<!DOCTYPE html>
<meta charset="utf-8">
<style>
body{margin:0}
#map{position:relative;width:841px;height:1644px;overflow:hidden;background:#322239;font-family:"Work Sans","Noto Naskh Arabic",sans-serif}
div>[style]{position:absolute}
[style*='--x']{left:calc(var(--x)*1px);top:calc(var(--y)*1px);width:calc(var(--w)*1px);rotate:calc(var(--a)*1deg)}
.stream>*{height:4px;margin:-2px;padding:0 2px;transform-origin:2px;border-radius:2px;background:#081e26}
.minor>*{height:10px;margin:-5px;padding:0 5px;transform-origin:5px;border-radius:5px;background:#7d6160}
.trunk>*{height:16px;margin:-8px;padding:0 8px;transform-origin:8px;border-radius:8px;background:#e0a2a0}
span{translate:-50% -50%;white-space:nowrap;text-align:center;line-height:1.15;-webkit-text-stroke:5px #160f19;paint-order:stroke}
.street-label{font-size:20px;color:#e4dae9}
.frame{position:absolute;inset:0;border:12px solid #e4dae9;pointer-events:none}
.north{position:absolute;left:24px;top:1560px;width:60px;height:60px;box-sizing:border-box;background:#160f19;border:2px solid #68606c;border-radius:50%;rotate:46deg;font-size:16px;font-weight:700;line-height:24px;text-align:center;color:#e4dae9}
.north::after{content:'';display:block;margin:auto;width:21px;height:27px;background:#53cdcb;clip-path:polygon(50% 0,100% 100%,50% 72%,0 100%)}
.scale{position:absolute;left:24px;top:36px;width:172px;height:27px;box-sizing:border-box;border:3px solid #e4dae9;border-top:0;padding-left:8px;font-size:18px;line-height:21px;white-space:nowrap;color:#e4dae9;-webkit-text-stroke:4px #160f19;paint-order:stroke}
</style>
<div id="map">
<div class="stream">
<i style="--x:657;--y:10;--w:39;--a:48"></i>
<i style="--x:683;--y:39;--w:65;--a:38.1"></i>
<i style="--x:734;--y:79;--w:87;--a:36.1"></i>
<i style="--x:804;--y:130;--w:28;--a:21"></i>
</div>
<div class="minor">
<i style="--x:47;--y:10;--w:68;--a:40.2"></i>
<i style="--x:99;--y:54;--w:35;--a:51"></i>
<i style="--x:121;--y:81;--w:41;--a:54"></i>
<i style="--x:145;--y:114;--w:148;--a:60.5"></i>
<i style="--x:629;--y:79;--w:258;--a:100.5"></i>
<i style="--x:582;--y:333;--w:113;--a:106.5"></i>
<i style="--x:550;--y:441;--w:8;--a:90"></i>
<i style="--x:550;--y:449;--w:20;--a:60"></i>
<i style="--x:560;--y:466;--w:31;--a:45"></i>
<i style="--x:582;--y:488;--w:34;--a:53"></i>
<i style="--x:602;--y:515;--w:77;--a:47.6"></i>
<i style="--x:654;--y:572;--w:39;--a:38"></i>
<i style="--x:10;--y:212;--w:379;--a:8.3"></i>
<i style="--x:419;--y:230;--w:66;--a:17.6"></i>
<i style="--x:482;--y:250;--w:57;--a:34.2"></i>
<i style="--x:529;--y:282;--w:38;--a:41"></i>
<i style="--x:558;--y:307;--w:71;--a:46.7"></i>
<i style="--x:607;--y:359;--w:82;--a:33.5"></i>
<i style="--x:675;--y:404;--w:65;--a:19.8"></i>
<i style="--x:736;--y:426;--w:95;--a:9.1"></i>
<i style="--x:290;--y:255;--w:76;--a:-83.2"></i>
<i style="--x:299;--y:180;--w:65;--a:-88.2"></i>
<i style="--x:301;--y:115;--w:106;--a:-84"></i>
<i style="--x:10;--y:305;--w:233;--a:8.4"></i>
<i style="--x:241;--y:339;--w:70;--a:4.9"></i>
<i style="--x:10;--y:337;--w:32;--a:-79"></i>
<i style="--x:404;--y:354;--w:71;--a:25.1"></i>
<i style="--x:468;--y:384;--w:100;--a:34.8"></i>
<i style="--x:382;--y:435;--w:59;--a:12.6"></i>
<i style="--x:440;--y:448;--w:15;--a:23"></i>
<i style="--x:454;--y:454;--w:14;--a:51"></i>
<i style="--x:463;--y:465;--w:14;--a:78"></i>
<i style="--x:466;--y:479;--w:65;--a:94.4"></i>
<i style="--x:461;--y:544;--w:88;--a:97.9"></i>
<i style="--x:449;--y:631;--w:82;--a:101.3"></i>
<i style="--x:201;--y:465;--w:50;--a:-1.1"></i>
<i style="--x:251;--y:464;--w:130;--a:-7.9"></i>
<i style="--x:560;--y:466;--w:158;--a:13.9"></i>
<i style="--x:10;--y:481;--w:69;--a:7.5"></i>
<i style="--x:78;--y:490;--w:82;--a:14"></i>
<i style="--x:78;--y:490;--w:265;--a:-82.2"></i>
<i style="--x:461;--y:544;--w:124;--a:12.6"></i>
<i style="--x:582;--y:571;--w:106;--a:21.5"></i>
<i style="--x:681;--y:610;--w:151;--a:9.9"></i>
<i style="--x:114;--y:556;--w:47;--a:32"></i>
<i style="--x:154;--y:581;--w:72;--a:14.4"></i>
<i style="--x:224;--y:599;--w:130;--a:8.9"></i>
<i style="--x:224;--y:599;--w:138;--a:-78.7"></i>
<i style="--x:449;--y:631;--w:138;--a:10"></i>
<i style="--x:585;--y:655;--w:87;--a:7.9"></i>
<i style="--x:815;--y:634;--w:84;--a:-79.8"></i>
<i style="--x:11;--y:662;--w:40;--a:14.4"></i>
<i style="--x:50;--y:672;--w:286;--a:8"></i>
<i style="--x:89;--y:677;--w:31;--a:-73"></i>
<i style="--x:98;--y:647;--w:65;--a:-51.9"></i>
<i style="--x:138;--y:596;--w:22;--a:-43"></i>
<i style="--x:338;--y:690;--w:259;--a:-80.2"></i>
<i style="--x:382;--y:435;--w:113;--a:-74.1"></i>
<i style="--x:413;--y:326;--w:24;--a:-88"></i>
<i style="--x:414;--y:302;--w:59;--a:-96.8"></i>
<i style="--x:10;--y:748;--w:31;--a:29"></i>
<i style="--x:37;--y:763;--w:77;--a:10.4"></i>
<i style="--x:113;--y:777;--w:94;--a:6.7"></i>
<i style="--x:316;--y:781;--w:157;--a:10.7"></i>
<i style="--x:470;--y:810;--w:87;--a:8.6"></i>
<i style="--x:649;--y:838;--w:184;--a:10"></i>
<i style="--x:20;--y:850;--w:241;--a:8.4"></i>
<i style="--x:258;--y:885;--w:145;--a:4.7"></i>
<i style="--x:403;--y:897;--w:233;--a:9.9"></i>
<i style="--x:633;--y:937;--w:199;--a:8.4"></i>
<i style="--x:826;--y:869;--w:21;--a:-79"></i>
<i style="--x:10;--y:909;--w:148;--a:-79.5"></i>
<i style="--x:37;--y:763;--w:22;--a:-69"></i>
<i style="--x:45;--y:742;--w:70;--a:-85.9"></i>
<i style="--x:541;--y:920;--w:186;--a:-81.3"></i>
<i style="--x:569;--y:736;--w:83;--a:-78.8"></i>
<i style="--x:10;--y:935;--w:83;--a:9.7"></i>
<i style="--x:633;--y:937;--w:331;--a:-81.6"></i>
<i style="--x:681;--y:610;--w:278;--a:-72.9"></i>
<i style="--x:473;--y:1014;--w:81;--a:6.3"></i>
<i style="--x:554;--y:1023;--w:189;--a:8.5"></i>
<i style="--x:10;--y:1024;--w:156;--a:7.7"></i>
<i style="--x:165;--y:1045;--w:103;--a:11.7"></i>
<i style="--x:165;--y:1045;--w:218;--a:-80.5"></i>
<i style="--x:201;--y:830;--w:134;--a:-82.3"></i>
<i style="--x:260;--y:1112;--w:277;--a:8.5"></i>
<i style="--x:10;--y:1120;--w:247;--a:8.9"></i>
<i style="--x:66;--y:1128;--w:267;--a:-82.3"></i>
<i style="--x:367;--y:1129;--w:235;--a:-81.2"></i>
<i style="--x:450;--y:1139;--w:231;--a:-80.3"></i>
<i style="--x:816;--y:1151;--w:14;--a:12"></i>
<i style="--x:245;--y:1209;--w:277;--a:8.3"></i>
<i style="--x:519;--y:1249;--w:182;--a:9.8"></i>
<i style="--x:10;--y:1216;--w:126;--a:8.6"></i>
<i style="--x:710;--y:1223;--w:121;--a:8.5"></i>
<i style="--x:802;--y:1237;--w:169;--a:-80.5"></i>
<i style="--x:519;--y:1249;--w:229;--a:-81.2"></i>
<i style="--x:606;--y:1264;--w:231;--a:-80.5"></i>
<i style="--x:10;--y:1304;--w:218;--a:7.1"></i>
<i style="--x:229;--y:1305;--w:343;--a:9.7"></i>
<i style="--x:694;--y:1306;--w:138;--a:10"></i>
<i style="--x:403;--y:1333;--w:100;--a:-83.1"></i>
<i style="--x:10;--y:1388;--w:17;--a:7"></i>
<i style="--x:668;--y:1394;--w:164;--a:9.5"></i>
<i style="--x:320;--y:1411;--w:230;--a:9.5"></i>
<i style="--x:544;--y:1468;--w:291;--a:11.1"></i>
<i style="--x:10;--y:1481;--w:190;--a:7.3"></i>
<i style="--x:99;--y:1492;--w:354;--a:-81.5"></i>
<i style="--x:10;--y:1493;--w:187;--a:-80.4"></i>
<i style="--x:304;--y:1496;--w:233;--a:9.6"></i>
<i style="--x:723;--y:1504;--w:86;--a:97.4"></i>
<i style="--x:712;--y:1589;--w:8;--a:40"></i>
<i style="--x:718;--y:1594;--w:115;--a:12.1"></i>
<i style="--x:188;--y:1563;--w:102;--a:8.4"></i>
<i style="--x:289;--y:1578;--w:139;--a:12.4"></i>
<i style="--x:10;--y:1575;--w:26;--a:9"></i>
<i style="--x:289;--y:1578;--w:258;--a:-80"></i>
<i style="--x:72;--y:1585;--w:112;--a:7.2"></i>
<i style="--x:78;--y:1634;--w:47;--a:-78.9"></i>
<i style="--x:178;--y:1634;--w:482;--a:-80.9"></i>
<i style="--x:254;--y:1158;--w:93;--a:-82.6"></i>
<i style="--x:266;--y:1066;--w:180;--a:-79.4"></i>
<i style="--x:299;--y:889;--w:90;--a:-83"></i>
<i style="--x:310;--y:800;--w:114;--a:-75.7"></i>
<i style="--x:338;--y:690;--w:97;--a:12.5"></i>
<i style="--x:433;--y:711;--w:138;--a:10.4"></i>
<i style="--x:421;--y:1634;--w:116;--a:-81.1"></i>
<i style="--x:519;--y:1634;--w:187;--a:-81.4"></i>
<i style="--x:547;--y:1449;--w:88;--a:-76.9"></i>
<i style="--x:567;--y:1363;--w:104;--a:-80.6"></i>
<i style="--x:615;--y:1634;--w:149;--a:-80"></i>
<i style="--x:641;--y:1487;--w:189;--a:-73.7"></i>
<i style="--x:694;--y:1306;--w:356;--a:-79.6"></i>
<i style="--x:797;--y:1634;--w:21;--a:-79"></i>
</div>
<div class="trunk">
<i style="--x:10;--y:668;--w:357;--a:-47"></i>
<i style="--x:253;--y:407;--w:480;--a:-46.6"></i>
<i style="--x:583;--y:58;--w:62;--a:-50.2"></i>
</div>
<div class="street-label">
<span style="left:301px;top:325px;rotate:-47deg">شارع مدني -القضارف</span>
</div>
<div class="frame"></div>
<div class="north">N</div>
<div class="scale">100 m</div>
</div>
•••
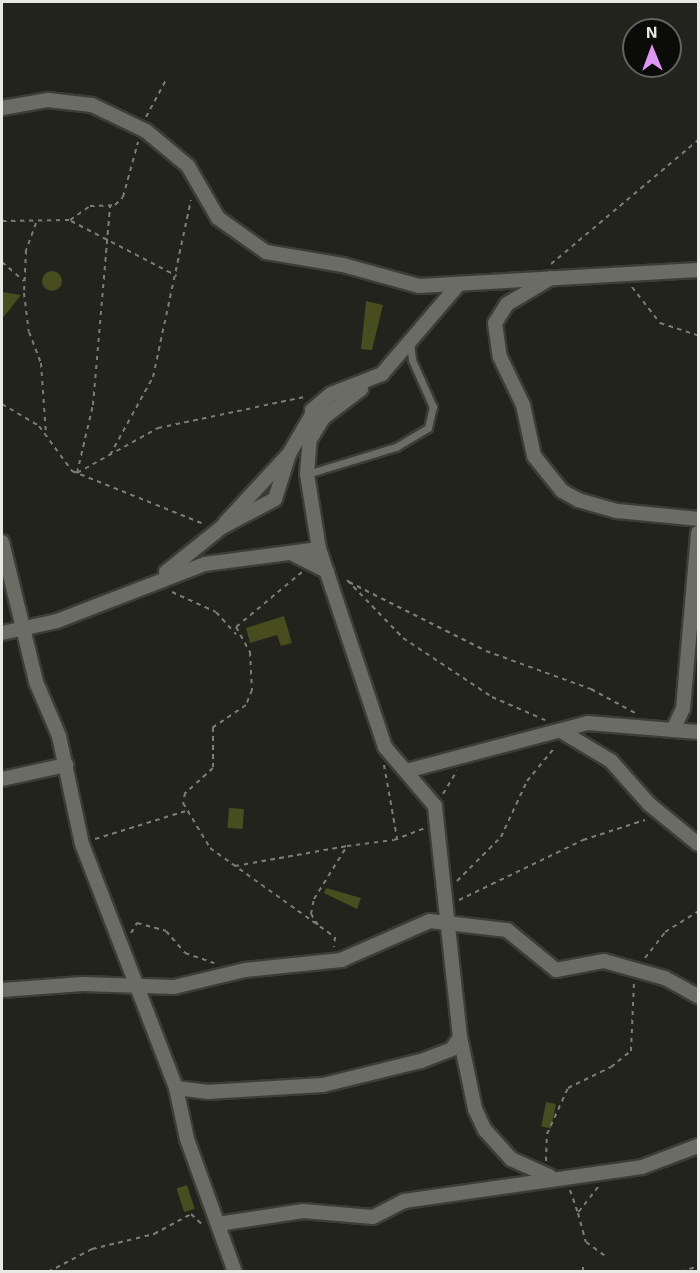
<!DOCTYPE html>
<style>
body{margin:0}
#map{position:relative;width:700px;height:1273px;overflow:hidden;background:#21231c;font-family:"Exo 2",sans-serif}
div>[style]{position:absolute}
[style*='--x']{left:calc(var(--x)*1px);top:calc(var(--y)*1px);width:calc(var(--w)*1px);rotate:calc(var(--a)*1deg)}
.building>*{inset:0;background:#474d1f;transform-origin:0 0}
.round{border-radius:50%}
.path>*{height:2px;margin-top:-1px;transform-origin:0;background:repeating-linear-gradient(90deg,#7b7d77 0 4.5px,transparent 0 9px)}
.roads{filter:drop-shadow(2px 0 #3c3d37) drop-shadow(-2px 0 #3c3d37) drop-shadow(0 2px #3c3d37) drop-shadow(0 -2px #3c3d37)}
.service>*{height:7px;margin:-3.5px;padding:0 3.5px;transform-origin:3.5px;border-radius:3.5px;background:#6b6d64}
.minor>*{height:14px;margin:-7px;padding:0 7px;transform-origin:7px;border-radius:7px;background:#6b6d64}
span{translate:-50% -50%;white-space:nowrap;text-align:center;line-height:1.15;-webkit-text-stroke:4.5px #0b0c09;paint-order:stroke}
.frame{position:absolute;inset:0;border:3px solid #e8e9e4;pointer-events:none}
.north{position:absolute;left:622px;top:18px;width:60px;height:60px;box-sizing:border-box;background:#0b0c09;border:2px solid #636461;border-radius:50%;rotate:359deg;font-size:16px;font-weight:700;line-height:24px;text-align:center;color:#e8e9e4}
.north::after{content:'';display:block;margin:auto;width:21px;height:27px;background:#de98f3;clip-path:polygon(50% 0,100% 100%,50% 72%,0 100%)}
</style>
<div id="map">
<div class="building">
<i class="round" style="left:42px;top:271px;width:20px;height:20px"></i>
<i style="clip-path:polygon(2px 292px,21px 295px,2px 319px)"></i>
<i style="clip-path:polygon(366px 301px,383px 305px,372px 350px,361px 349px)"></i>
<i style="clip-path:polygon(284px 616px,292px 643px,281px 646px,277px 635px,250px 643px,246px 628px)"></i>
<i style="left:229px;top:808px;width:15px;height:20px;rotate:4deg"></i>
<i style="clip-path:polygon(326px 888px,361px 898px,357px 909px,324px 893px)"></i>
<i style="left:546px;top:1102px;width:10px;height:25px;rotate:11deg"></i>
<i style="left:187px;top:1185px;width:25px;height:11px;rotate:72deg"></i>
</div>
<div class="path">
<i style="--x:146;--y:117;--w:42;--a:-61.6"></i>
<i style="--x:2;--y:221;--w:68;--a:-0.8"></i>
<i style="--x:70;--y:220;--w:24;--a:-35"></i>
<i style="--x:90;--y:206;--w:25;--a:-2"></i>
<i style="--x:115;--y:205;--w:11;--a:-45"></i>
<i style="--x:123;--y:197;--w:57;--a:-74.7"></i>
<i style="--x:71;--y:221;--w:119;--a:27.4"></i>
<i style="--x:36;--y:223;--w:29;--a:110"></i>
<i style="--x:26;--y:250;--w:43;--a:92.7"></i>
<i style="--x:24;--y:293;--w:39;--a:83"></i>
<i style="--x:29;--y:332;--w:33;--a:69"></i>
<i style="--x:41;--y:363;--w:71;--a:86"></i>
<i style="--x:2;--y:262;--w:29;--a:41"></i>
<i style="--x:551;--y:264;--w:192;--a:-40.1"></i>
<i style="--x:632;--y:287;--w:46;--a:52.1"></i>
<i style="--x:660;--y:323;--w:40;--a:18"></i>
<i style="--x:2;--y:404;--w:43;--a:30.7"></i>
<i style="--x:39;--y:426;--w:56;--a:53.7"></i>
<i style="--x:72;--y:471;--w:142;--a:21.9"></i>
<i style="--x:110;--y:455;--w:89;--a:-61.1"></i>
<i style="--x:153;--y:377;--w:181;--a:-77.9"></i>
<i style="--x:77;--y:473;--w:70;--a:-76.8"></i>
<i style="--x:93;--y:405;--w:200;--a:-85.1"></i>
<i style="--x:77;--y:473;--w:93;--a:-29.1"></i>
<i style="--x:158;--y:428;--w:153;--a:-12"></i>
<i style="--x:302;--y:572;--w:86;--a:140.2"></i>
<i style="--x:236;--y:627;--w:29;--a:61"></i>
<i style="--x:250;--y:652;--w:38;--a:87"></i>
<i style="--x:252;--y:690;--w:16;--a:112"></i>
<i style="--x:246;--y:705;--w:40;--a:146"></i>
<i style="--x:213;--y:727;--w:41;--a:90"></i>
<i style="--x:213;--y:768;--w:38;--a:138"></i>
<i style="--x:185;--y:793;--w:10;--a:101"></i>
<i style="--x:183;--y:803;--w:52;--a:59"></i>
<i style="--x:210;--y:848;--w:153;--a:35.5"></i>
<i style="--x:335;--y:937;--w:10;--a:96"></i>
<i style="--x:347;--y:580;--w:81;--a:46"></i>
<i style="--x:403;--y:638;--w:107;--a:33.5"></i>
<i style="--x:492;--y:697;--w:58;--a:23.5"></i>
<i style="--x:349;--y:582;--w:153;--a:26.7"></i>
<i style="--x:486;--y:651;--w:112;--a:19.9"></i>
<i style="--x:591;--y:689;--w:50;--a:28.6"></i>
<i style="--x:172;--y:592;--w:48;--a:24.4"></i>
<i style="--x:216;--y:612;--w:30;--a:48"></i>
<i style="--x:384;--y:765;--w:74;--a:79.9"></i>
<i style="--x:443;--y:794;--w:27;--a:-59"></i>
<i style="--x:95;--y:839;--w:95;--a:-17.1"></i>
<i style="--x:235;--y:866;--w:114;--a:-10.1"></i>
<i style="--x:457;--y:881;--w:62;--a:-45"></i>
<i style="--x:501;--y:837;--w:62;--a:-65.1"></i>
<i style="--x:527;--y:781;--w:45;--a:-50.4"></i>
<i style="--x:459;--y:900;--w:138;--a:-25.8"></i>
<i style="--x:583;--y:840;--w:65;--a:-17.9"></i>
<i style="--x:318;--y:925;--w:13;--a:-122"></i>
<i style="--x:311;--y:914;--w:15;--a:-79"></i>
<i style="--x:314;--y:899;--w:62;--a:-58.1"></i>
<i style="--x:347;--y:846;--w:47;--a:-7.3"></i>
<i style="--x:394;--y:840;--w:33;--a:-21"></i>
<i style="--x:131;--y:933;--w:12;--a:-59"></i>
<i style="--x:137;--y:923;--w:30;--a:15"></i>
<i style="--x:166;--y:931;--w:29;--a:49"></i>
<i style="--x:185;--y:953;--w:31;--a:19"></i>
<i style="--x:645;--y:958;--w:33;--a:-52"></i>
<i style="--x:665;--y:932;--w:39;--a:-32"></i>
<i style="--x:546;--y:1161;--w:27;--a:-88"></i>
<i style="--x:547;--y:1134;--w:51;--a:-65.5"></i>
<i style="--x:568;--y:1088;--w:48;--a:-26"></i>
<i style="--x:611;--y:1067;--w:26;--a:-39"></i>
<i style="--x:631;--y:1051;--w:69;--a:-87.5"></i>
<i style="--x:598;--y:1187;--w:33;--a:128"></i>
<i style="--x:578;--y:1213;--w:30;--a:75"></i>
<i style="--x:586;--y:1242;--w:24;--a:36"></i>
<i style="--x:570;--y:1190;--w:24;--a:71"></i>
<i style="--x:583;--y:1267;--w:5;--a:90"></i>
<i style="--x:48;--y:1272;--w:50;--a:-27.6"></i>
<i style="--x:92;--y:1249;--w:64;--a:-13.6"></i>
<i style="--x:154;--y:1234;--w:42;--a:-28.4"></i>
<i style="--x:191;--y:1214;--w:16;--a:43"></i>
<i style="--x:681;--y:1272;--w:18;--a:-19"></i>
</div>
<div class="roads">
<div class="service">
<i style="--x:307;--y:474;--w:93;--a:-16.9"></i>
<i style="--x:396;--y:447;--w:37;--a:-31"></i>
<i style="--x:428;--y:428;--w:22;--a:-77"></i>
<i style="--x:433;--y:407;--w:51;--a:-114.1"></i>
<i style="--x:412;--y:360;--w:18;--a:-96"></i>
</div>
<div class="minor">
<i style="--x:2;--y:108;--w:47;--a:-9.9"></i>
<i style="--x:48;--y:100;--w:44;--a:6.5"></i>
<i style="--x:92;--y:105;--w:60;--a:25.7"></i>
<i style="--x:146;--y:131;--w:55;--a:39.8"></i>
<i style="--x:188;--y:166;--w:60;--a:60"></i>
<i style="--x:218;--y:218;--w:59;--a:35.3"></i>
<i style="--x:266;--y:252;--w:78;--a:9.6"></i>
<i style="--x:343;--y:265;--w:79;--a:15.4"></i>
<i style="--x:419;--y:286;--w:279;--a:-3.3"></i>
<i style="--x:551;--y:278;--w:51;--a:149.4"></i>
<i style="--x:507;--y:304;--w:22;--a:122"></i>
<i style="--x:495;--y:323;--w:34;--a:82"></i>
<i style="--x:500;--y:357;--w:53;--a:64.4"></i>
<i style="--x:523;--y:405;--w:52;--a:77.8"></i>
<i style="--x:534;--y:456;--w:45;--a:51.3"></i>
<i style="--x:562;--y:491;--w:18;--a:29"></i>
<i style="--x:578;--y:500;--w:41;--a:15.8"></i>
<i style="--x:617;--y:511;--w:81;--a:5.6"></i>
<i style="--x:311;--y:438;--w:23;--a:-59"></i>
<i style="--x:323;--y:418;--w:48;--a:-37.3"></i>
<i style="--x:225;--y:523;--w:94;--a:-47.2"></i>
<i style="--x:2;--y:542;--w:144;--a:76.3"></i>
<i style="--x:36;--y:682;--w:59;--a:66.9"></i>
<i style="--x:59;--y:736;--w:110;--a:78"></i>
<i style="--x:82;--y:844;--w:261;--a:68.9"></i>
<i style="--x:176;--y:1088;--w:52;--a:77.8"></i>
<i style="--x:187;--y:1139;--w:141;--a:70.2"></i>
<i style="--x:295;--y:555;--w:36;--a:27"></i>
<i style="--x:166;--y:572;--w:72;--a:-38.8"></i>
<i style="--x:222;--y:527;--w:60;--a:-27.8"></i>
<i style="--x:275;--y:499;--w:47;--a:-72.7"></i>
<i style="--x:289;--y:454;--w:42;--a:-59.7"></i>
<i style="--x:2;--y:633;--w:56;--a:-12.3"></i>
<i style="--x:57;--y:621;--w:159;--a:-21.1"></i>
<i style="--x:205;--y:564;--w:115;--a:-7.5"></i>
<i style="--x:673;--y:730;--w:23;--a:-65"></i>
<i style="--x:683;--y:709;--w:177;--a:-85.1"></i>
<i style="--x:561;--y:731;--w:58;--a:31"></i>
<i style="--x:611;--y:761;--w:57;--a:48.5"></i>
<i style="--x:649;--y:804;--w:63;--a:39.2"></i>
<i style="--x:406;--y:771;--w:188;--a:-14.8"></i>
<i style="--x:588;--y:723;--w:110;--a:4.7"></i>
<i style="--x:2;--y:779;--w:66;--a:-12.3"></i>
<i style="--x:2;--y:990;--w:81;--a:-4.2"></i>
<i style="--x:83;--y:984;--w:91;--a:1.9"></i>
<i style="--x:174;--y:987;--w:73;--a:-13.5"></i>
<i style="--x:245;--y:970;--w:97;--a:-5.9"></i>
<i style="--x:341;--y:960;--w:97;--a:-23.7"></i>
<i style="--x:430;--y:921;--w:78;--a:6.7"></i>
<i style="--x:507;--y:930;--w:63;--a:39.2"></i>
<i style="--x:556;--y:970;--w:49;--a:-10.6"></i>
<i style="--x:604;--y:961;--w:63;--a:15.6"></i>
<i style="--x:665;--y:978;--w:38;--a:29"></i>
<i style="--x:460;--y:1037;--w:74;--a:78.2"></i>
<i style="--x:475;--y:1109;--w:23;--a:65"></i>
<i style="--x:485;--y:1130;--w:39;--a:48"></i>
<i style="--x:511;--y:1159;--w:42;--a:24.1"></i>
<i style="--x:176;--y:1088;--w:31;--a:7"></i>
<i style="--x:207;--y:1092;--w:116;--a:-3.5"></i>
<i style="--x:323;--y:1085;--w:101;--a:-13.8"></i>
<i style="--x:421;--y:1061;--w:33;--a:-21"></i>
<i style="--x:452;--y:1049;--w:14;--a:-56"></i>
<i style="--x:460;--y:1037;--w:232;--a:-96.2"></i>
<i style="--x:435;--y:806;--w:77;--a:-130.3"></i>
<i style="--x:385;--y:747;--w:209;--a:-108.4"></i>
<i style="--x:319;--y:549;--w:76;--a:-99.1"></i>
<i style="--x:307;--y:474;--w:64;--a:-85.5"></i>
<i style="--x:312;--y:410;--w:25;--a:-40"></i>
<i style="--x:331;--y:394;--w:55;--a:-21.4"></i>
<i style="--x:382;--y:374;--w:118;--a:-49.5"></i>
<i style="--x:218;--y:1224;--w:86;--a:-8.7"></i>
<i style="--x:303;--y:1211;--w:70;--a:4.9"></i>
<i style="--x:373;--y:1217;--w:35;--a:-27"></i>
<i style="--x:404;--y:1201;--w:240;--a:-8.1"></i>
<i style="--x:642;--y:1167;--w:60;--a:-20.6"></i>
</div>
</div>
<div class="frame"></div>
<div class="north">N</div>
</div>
•••
**Problem details**: In the records above, locate each line with the word "service". Copy all such lines.

**Solved problem**:
.service>*{height:7px;margin:-3.5px;padding:0 3.5px;transform-origin:3.5px;border-radius:3.5px;background:#6b6d64}
<div class="service">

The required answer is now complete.